How to use Snakemake checkpoints
Snakemake checkpoints, a deep dive
Checkpoints are a special Snakemake rule that let you create dynamic workflows: workflows where the structure of a pipeline recomputes after the checkpoint successfully executes. They're often used at critical junctures where the downstream pipeline diverges for different outcomes of some step, like reading dynamically generated files from a previous step.
In this deep dive, we'll look closer at Snakemake's checkpoint
functionality and usage.
How checkpoints work
-
You define a special "checkpoint" rule in the Snakefile. Checkpoints – at their most basic – can be structured identically to rules.
-
After a checkpoint job succeeds, Snakemake re-evaluates the Directed Acyclic Graph (DAG). This re-evaluation means the workflow structure changes based on the checkpoint's outputs.
-
Other rules and functions can access the globally available checkpoints object.
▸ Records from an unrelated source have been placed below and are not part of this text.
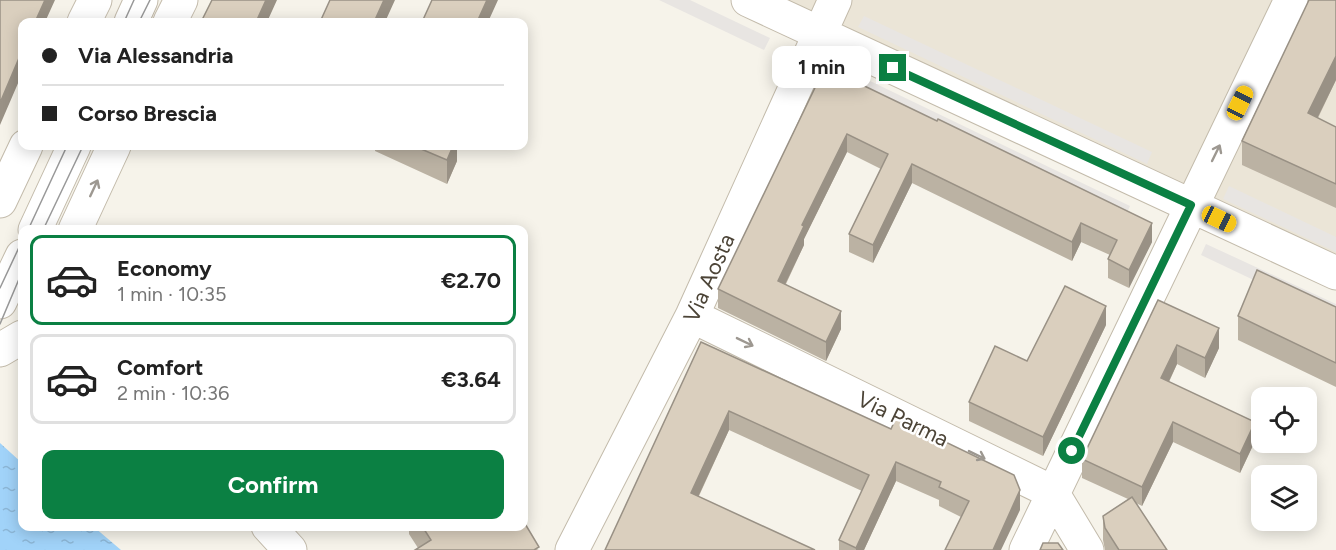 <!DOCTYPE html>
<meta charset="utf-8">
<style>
:root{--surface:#fff;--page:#f6f6f6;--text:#222;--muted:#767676;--line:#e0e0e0;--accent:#0b8043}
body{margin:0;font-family:Figtree,sans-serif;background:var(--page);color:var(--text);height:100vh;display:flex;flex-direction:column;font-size:22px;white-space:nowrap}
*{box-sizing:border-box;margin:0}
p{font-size:20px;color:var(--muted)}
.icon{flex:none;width:33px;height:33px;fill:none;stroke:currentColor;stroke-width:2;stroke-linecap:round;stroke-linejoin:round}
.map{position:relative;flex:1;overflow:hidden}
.sheet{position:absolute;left:18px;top:225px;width:510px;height:306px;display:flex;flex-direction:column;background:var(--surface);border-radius:12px;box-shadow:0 3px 15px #0003}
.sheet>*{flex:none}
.top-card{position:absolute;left:18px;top:18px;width:510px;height:132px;border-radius:12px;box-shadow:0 3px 15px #0003;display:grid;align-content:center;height:132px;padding:0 24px;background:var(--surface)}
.tools{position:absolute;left:1251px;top:387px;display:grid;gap:12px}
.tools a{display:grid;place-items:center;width:66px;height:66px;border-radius:12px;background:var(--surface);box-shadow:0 3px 15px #0003;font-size:30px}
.end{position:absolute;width:27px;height:27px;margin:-14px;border:8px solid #0b8043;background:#fff;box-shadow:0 0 0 3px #fff}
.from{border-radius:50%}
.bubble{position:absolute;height:42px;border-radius:12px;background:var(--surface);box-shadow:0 3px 15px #0003;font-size:20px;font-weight:700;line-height:42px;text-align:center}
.car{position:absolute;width:18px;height:36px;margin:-18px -9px;border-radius:8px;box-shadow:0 0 4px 2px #0007;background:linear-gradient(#f5c518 24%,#345 0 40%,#f5c518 0 76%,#345 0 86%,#f5c518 0)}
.top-card b{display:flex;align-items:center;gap:21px;height:57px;font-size:22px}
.top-card b+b{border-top:2px solid var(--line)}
.top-card i{width:15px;height:15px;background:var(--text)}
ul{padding:10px 0 0;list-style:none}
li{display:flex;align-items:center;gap:18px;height:90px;margin:0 12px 9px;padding:0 12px;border:3px solid var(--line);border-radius:12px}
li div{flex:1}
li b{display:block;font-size:22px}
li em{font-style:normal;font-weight:700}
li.current{border-color:var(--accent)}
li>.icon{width:54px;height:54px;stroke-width:1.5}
.primary-button{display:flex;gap:12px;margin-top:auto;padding:12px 24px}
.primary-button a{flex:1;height:69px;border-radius:12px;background:var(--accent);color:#fff;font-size:24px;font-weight:700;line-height:69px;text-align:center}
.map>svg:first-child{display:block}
</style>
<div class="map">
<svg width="1336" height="550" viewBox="0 0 1336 550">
<defs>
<pattern id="water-ripples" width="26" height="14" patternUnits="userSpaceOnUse" patternTransform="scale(1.5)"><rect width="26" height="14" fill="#a1d3f9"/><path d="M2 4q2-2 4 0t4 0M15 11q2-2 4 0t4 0" fill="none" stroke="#8cb6d6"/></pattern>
</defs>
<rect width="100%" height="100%" fill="#f6f3ea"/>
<!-- residential -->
<path fill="#ebe5d7" d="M756,0H1336V279Z"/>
<!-- parking -->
<path fill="#e8e5e2" d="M659,0H690L770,38L764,50Z
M864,16L1152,152L1147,164L858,27Z
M841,67L1130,206L1125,217L836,78Z
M1229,186L1336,237V252L1223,199Z
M1206,244L1336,304V319L1201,255Z"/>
<!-- water -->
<path fill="url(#water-ripples)" d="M0,443L22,463V526L94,527L121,550H0Z"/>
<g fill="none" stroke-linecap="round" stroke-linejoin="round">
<!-- minor casing -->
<g stroke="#c3bbab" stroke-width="35">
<path id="minor" d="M748,0L1336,273
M84,22L95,0
M131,22L141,0
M170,22L181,0
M0,201L26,146
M35,230L74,146
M75,230L114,146
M0,302L22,256
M692,316L1052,492L1087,550
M0,350L22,337
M268,526L290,550
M572,550L692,316L835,0
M1026,550L1291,0"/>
</g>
<!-- minor -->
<use href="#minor" stroke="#fff" stroke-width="33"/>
<!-- tram -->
<path stroke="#999" stroke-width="1.5" d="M124,22L134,0
M139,22L150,0
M28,230L67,146
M43,230L83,146
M0,288L22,241
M0,324L22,272"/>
</g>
<!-- wall -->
<path fill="#bbb2a3" d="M1336,0V80L1318,118L1336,127V208L1242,165V141Z
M825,67L1152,242L1129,288L1108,278V259L1110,255L1081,242L1072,261L912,183L873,263L849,252V234L881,169L847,152L804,239V245L786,284L841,329L826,361L718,308V289Z
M375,146H457V161L447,184L375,151Z
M1158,300L1219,348L1205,378L1177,364L1169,382L1255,441L1240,473L1173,442L1142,506L1136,503L1167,550H1105L1103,540V516L1128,499L1082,478V459Z
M1336,307V387L1238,340V316Z
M1106,325L1043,456L969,421V402L1027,361Z
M701,342L1020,510L961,517L939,506V500L896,481L864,550H839V540L862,491L729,430L699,496L605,550Z
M409,526H479L539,550L418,548L409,534Z"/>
<!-- shaded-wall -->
<path fill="#999185" d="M45,0H55L45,22H35Z
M266,0H277L267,22H256Z
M384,0H395L385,22H374Z
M487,0H498L488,22H477Z
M22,51V74L0,125V103Z
M1336,56V80L1308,137V113Z
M847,134V152L804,239V245L778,299V281L802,225Z
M453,146H457V161L447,184V160Z
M912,164V183L873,263V245Z
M1081,223V242L1072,261V242Z
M1152,223V242L1129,288V270Z
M1106,306V325L1043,456V437Z
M841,311V329L826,361V342Z
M1219,328V348L1205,378V358Z
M1177,345V364L1161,398V378Z
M729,411V430L691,512V493Z
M1173,422V442L1142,506V487Z
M1255,422V441L1240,473V454Z
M896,462V481L864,550H856V548Z
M1020,490V510L1001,550H993Z"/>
<!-- building -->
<path fill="#dacfbe" stroke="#999185" stroke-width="1.5" d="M0,0H45L35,22H22V51L0,103Z
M212,0H266L256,22H201Z
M330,0H384L374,22H320Z
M432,0H487L477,22H422Z
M1309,0H1336V56L1308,113L1336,127V184L1242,141Z
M825,67L937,121L938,119L1152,223L1129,270L1108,259L1117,240L1081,223L1072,242L912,164L873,245L849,234L888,154L847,134L802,225L804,226L778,281L841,311L826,342L718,289Z
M414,146H453L447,160Z
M1257,270L1336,307V363L1238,316Z
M1065,286L1106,306L1043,437L969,402L995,346L1027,361Z
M1158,300L1219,328L1205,358L1177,345L1161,378L1255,422L1240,454L1173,422L1142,487L1082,459Z
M701,342L891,429L896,418L1014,475L1020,490L993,550H945L969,501L939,487L941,482L896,462L856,548L839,540L869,475L729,411L691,493L815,550H605Z
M1132,497L1167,550H1119L1105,528L1103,516Z
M524,522L539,547L534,550H415L431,540L422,526H479V527L480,526H524Z
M1043,543H1058L1063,550H1040Z"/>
<!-- one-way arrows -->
<defs><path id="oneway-shaft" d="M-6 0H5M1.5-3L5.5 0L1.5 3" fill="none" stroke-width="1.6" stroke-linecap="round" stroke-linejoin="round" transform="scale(1.5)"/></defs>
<g stroke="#9d9891">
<use href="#oneway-shaft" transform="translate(1216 153) rotate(-64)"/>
<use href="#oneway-shaft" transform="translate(94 188) rotate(-65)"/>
<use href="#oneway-shaft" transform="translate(745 342) rotate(26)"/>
<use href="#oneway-shaft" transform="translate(977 455) rotate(26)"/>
</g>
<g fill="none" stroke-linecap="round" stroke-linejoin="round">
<!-- route -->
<path stroke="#0b8043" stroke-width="8" d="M893,68L1191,205L1072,451"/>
</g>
<g text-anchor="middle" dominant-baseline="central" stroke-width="5" stroke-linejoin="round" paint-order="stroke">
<!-- street labels -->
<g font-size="22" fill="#4c4437" stroke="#fff">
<text transform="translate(709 278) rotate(-66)">Via Aosta</text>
<text transform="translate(903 419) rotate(26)">Via Parma</text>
</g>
</g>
</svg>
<div class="tools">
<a><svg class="icon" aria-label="locate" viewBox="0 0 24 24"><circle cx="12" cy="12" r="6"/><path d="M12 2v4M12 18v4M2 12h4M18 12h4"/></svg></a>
<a><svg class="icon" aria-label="layers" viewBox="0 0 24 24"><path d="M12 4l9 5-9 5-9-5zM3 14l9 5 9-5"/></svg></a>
</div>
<i class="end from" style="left:1072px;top:451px"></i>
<i class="end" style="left:893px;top:68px"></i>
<div class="bubble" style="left:772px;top:46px;width:99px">1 min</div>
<i class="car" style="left:1240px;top:103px;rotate:26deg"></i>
<i class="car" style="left:1219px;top:219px;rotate:115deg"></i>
<div class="top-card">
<b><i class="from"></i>Via Alessandria</b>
<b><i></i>Corso Brescia</b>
</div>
<section class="sheet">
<ul>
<li class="current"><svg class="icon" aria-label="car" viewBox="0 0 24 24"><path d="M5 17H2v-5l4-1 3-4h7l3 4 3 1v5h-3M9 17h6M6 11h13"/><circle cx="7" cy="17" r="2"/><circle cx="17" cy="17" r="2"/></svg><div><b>Economy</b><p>1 min · 10:35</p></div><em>€2.70</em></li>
<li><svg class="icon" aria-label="car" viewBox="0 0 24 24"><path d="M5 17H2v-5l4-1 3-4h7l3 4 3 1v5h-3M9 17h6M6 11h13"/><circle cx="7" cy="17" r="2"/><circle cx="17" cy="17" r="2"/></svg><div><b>Comfort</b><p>2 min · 10:36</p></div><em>€3.64</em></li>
</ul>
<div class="primary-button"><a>Confirm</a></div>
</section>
</div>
This is often used in input functions for downstream rules, which use the checkpoint's outputs to determine their return value.
Examples
Basic checkpoint usage
Here's how to define a basic checkpoint and use its output:
checkpoint preprocess_sample:
input:
"data/{sample}.fastq"
output:
"results/{sample}.fasta"
shell:
"preprocess_sample {input} > {output}"
rule process_sample:
input: lambda wildcards: checkpoints.preprocess_sample.get(sample=wildcards.sample).output
output:
"results/{sample}.txt"
shell:
"process_data {input} > {output}"
Checkpoint that dynamically changes the path
The results of a checkpoint can also be used to dynamically recompute the rest of the DAG.
checkpoint preprocess_sample:
input:
"data/{sample}.fastq"
output:
"results/{sample}.fasta"
shell:
"preprocess_sample {input} > {output}"
def choose_project(wildcards):
checkpoint_sample = checkpoints.preprocess_sample.get(sample=wildcards.sample)
return "project_one/{sample}.txt" if len(checkpoint_sample.output) === 1 else "project_two/{sample}.txt"
rule prep_project_one_metadata:
input: choose_project
output:
"project_one/{sample}.txt"
shell:
"prep_metadata --project_one {input} > {output}"
In this example, we arbitrarily check the length of the checkpoint's outputs to choose which path to use for the next rule – and thus potentially change while rules are executed. You could also read in the file, call an API, or anything your heart desires.
Tips
Checkpoints use cached files, just like the other rules. Use clean
to avoid this.
Clear previous outputs if you want a checkpoint to re-evaluate with potentially different results.